Prompt =>
Images within the entries are to be omitted; the remainder must be reproduced exactly.
Provided records: Begin
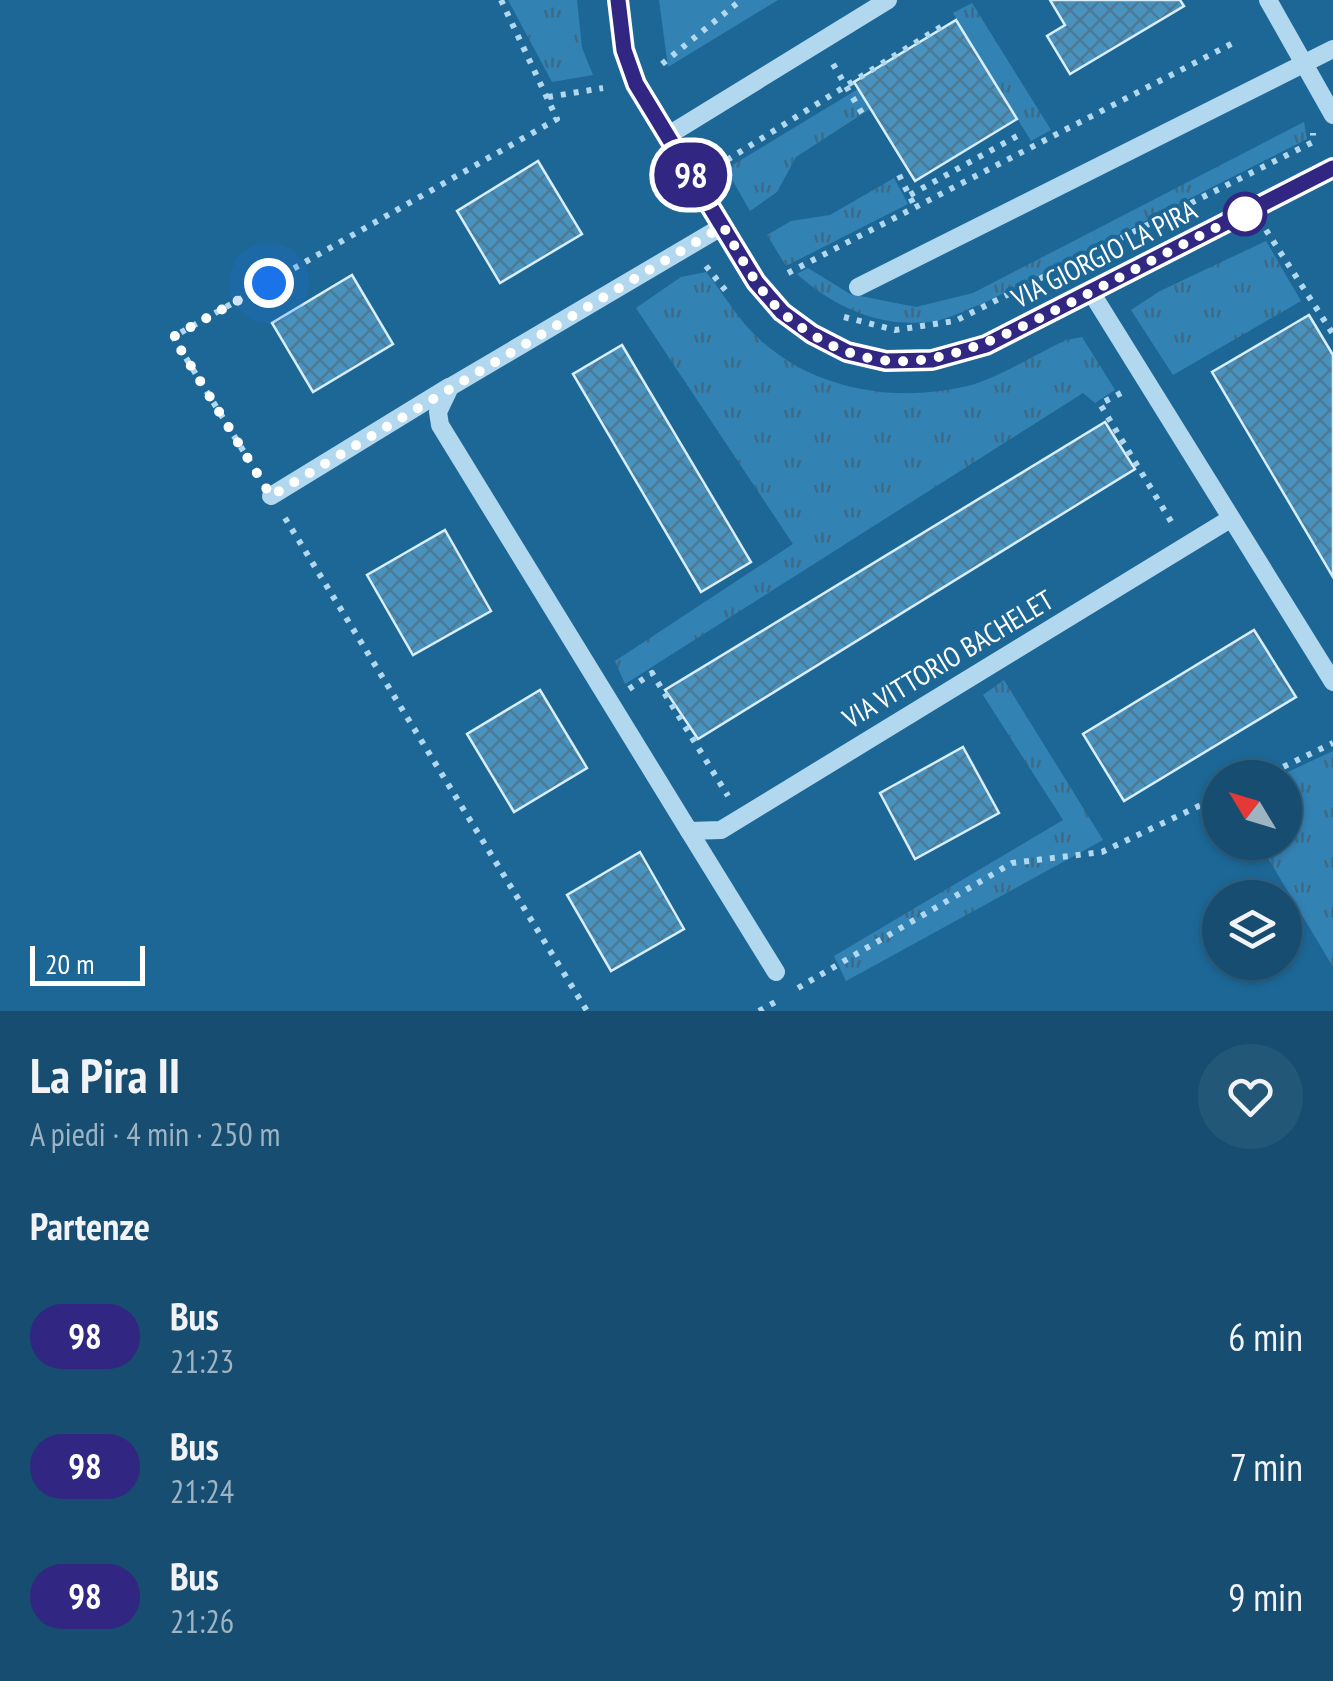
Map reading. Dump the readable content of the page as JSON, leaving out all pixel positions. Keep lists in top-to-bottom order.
{
  "streets": {
    "street": ["VIA GIORGIO LA PIRA", "VIA VITTORIO BACHELET"]
  },
  "lines": ["bus line 98"],
  "scale_bar": "20 m",
  "north": "top left",
  "page": {
    "on_map": "98",
    "scale": "20 m",
    "heading": [
      ["La Pira II", "A piedi · 4 min · 250 m"],
      "Partenze"
    ],
    "list": [
      {
        "mark": "98",
        "name": "Bus",
        "note": "21:23",
        "value": "6 min"
      },
      {
        "mark": "98",
        "name": "Bus",
        "note": "21:24",
        "value": "7 min"
      },
      {
        "mark": "98",
        "name": "Bus",
        "note": "21:26",
        "value": "9 min"
      }
    ]
  }
}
Provided records: End
Output =>
Map reading. Dump the readable content of the page as JSON, leaving out all pixel positions. Keep lists in top-to-bottom order.
{
  "streets": {
    "street": ["VIA GIORGIO LA PIRA", "VIA VITTORIO BACHELET"]
  },
  "lines": ["bus line 98"],
  "scale_bar": "20 m",
  "north": "top left",
  "page": {
    "on_map": "98",
    "scale": "20 m",
    "heading": [
      ["La Pira II", "A piedi · 4 min · 250 m"],
      "Partenze"
    ],
    "list": [
      {
        "mark": "98",
        "name": "Bus",
        "note": "21:23",
        "value": "6 min"
      },
      {
        "mark": "98",
        "name": "Bus",
        "note": "21:24",
        "value": "7 min"
      },
      {
        "mark": "98",
        "name": "Bus",
        "note": "21:26",
        "value": "9 min"
      }
    ]
  }
}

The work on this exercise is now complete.